**TASK DETAILS**. Count the lines in the listing below that contain the word "Wisła" and report that number alone.

**MATERIAL TO PROCESS**.
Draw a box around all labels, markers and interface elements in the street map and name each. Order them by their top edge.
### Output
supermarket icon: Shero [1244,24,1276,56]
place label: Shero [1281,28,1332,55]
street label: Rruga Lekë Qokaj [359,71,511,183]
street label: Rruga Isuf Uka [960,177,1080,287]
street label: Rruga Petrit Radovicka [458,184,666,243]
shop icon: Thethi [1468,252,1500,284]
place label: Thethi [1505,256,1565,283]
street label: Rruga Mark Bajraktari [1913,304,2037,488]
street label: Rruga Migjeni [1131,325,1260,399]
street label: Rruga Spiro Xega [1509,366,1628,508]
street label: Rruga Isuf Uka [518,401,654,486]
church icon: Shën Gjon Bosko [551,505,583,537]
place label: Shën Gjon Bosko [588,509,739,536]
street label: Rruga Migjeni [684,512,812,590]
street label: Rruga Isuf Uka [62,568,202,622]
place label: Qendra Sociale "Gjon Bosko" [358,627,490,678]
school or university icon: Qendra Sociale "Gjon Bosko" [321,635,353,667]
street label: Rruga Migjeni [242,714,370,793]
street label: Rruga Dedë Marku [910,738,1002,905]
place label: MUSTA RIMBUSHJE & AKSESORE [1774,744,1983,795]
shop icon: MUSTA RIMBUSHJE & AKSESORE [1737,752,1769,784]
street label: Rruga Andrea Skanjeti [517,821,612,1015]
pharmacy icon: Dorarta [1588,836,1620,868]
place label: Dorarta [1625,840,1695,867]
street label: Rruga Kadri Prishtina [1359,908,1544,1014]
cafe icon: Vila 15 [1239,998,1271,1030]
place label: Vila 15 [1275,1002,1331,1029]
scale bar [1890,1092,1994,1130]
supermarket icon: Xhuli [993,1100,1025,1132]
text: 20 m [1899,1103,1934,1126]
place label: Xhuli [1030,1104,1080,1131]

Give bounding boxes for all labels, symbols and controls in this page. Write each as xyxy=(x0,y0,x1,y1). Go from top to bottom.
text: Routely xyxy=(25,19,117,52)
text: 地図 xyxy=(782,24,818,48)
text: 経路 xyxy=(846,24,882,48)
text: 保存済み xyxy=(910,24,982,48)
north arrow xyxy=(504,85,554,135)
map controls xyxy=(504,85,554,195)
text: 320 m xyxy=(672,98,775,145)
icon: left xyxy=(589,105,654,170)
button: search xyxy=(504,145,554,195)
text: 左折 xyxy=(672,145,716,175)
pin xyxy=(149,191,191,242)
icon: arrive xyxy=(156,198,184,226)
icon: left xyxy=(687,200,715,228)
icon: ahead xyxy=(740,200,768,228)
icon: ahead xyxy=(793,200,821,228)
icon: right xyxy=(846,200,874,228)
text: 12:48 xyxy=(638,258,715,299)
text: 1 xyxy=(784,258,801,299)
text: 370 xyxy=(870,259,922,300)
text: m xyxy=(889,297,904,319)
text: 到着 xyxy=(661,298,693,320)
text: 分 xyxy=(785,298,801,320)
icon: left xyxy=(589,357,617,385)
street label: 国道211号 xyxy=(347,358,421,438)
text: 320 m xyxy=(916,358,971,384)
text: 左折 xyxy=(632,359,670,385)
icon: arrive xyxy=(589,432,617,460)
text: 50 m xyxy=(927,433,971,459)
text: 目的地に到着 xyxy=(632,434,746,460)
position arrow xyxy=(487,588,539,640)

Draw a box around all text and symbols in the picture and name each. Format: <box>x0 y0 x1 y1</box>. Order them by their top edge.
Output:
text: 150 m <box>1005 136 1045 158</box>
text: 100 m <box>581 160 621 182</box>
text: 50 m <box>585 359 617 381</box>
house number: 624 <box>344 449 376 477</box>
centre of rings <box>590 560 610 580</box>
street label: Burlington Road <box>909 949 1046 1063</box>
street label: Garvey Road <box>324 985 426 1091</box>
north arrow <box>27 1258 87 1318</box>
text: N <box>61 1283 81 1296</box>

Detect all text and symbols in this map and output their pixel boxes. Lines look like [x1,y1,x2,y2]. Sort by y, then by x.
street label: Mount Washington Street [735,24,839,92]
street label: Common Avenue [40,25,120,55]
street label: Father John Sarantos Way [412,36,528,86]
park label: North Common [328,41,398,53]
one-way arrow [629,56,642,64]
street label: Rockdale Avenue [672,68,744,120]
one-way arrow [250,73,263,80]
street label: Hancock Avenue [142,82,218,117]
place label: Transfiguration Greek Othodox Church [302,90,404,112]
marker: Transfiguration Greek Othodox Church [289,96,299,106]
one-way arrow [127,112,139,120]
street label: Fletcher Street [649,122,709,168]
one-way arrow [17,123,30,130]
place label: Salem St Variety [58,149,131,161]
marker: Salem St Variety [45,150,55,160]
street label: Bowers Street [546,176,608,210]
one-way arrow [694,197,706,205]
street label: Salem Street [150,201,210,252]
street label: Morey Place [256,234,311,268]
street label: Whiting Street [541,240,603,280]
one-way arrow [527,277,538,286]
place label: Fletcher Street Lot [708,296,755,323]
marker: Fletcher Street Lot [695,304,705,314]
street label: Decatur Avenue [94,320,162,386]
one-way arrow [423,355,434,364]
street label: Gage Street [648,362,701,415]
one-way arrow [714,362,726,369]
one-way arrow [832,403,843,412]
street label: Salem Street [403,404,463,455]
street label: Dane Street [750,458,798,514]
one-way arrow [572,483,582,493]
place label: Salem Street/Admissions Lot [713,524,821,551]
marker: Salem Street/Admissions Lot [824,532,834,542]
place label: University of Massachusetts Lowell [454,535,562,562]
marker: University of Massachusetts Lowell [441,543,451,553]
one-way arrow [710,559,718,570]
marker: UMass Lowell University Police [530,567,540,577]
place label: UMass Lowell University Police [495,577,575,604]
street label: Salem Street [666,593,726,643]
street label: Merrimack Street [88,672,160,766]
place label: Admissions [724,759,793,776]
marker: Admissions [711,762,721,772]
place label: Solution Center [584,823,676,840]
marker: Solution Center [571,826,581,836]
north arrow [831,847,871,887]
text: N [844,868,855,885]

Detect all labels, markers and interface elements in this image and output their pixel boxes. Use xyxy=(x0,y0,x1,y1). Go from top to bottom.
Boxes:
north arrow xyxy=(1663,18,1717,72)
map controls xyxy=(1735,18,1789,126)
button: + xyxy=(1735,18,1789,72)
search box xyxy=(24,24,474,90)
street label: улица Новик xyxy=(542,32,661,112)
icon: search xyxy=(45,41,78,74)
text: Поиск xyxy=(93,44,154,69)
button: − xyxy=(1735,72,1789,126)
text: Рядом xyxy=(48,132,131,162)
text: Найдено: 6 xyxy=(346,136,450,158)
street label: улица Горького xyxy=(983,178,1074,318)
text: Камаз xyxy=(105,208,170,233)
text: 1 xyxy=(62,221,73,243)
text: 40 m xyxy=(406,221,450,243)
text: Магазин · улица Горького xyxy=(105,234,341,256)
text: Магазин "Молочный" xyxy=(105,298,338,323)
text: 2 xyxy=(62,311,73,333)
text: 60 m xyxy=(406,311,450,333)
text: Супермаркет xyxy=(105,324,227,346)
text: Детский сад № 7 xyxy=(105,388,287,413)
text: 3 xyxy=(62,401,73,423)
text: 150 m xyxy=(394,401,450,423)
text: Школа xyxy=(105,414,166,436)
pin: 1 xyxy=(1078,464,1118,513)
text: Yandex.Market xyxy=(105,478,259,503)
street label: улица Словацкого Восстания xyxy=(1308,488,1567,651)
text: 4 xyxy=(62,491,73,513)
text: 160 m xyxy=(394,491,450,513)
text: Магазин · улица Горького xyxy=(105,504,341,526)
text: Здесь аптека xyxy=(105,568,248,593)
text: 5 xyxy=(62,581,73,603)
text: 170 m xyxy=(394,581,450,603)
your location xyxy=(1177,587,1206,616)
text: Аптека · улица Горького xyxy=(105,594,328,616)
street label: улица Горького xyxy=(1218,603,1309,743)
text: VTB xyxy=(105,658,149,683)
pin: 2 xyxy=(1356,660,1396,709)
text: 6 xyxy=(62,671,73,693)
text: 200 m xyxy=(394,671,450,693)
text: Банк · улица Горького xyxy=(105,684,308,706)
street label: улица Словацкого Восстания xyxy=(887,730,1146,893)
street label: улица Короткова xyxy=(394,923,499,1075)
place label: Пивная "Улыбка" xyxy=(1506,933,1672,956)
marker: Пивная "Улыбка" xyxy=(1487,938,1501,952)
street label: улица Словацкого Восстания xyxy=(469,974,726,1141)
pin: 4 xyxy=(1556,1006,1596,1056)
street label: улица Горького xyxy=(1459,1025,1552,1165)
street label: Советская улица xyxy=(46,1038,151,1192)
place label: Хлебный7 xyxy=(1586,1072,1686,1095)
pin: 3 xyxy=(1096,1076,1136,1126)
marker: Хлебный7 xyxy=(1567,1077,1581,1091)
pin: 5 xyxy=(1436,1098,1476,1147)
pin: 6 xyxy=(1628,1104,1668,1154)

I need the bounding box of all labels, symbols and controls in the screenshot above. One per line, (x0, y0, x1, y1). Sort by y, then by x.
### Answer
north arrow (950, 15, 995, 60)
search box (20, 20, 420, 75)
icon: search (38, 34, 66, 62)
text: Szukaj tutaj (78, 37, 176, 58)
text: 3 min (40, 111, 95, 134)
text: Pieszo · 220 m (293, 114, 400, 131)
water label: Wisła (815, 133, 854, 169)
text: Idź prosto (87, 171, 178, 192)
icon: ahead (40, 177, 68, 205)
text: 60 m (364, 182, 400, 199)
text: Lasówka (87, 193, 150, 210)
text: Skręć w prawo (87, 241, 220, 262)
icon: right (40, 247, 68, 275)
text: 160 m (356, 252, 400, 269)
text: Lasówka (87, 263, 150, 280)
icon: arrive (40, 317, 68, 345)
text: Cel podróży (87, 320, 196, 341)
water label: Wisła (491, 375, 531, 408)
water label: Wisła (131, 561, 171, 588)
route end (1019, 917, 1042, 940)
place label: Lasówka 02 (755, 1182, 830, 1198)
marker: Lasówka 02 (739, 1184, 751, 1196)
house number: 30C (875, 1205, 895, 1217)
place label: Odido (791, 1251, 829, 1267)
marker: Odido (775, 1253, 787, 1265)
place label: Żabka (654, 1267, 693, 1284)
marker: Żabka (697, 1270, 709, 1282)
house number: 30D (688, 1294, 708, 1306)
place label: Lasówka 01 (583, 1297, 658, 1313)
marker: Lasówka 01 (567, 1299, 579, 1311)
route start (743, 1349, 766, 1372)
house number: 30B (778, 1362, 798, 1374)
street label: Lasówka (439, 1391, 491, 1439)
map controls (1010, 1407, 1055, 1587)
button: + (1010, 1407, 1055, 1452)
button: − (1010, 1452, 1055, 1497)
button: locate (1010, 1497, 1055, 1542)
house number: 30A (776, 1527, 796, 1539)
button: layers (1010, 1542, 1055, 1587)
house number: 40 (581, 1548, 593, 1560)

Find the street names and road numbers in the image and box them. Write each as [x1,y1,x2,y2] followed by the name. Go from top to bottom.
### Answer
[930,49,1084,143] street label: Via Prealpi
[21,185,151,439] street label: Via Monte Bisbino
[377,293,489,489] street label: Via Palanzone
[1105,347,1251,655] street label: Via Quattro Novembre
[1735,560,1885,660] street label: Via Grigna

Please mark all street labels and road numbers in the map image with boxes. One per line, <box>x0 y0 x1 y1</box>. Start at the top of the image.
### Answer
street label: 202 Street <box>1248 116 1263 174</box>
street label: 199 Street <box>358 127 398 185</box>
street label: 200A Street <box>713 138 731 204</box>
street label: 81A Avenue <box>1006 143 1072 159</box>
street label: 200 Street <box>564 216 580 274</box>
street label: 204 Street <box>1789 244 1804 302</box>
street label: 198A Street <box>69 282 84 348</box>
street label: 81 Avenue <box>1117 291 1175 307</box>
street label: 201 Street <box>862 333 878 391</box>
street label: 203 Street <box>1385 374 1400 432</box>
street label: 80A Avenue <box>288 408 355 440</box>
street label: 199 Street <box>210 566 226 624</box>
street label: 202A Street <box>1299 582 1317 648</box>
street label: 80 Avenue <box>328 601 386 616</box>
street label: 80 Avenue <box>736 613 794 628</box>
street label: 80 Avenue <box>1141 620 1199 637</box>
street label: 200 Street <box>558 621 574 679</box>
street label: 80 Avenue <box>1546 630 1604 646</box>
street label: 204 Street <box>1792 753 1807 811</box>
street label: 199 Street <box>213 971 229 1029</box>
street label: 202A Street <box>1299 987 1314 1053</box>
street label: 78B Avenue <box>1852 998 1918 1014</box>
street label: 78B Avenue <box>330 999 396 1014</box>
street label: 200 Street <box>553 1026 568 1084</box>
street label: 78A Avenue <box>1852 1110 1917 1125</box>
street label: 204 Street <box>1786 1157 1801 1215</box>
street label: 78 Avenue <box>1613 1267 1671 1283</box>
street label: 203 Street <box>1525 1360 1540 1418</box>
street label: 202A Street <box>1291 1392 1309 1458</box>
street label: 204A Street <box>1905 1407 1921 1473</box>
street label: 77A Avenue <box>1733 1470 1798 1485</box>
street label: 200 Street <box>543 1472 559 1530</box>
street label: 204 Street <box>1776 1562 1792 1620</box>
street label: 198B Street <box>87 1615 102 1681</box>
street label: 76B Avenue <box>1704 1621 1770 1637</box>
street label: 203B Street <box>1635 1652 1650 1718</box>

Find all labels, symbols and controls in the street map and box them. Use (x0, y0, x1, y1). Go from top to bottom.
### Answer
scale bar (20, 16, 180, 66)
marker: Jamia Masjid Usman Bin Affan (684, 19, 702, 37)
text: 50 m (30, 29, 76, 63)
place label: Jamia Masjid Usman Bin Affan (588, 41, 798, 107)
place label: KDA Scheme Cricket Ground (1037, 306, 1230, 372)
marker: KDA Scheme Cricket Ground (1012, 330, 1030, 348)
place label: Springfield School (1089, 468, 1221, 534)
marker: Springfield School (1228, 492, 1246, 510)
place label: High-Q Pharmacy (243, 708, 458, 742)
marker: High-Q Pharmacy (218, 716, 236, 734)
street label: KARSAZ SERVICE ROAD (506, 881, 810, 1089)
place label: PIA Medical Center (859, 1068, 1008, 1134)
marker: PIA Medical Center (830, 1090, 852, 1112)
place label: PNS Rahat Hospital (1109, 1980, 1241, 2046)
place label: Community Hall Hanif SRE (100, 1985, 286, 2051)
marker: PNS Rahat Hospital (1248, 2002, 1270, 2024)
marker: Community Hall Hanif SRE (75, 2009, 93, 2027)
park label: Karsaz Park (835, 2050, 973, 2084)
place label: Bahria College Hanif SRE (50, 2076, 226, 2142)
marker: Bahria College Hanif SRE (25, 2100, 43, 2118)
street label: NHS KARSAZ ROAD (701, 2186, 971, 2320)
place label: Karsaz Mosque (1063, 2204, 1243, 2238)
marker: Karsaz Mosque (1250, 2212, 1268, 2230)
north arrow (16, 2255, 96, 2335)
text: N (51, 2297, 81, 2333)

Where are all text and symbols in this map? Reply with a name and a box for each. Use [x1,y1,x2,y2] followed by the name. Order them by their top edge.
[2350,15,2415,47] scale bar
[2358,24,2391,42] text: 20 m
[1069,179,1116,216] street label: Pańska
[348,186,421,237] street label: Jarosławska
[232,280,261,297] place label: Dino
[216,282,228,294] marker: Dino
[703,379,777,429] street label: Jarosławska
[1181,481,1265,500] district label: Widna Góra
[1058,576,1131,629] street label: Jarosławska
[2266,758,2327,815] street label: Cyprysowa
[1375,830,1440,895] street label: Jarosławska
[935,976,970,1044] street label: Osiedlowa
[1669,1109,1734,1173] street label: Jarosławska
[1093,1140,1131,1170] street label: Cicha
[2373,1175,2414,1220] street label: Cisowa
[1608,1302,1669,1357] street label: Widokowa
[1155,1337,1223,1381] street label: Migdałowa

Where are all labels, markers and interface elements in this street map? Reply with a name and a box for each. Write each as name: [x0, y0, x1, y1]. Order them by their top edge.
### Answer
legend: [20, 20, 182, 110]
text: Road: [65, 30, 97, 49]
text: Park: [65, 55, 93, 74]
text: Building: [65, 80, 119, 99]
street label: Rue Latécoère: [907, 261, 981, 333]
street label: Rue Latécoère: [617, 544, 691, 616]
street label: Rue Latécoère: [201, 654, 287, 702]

**RESPONSE**. 3